Supplied material:
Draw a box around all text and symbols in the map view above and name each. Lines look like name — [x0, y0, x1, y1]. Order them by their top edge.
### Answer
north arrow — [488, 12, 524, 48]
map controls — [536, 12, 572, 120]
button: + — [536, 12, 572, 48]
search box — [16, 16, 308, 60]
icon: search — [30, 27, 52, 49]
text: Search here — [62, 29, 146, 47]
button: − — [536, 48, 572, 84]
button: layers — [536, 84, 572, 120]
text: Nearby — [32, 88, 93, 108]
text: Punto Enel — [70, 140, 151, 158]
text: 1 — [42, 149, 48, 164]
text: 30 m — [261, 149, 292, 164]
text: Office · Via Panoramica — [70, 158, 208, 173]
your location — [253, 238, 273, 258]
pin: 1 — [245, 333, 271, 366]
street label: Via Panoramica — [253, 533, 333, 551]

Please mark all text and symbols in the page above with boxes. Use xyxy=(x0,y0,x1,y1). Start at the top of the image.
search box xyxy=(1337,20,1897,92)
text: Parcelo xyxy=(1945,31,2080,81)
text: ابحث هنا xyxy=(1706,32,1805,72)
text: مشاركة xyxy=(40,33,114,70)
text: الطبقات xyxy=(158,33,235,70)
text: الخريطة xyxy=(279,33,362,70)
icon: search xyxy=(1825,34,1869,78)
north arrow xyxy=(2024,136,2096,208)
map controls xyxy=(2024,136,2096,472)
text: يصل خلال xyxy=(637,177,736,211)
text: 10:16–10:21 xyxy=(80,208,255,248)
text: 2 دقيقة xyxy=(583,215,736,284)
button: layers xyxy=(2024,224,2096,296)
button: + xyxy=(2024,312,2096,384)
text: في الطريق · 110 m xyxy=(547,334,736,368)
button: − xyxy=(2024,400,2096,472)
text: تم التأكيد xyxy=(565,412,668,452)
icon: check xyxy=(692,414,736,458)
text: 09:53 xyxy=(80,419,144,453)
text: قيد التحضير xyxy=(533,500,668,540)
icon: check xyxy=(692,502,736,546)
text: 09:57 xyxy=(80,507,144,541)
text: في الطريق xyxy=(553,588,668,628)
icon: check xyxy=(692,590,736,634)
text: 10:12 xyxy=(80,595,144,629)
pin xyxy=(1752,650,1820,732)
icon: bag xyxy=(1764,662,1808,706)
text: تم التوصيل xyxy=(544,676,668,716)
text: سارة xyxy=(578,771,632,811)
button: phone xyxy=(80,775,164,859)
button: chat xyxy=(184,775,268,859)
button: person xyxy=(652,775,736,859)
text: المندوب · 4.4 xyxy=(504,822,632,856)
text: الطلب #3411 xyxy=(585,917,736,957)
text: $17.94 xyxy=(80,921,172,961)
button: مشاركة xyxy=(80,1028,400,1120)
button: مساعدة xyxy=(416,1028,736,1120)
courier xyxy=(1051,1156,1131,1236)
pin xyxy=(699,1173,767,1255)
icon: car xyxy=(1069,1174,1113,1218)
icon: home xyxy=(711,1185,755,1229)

What you have to do: Give the material again in full, exactly as it appears above.

Completed task:
Draw a box around all text and symbols in the map view above and name each. Lines look like name — [x0, y0, x1, y1]. Order them by their top edge.
### Answer
north arrow — [488, 12, 524, 48]
map controls — [536, 12, 572, 120]
button: + — [536, 12, 572, 48]
search box — [16, 16, 308, 60]
icon: search — [30, 27, 52, 49]
text: Search here — [62, 29, 146, 47]
button: − — [536, 48, 572, 84]
button: layers — [536, 84, 572, 120]
text: Nearby — [32, 88, 93, 108]
text: Punto Enel — [70, 140, 151, 158]
text: 1 — [42, 149, 48, 164]
text: 30 m — [261, 149, 292, 164]
text: Office · Via Panoramica — [70, 158, 208, 173]
your location — [253, 238, 273, 258]
pin: 1 — [245, 333, 271, 366]
street label: Via Panoramica — [253, 533, 333, 551]

Please mark all text and symbols in the page above with boxes. Use xyxy=(x0,y0,x1,y1). Start at the top of the image.
search box xyxy=(1337,20,1897,92)
text: Parcelo xyxy=(1945,31,2080,81)
text: ابحث هنا xyxy=(1706,32,1805,72)
text: مشاركة xyxy=(40,33,114,70)
text: الطبقات xyxy=(158,33,235,70)
text: الخريطة xyxy=(279,33,362,70)
icon: search xyxy=(1825,34,1869,78)
north arrow xyxy=(2024,136,2096,208)
map controls xyxy=(2024,136,2096,472)
text: يصل خلال xyxy=(637,177,736,211)
text: 10:16–10:21 xyxy=(80,208,255,248)
text: 2 دقيقة xyxy=(583,215,736,284)
button: layers xyxy=(2024,224,2096,296)
button: + xyxy=(2024,312,2096,384)
text: في الطريق · 110 m xyxy=(547,334,736,368)
button: − xyxy=(2024,400,2096,472)
text: تم التأكيد xyxy=(565,412,668,452)
icon: check xyxy=(692,414,736,458)
text: 09:53 xyxy=(80,419,144,453)
text: قيد التحضير xyxy=(533,500,668,540)
icon: check xyxy=(692,502,736,546)
text: 09:57 xyxy=(80,507,144,541)
text: في الطريق xyxy=(553,588,668,628)
icon: check xyxy=(692,590,736,634)
text: 10:12 xyxy=(80,595,144,629)
pin xyxy=(1752,650,1820,732)
icon: bag xyxy=(1764,662,1808,706)
text: تم التوصيل xyxy=(544,676,668,716)
text: سارة xyxy=(578,771,632,811)
button: phone xyxy=(80,775,164,859)
button: chat xyxy=(184,775,268,859)
button: person xyxy=(652,775,736,859)
text: المندوب · 4.4 xyxy=(504,822,632,856)
text: الطلب #3411 xyxy=(585,917,736,957)
text: $17.94 xyxy=(80,921,172,961)
button: مشاركة xyxy=(80,1028,400,1120)
button: مساعدة xyxy=(416,1028,736,1120)
courier xyxy=(1051,1156,1131,1236)
pin xyxy=(699,1173,767,1255)
icon: car xyxy=(1069,1174,1113,1218)
icon: home xyxy=(711,1185,755,1229)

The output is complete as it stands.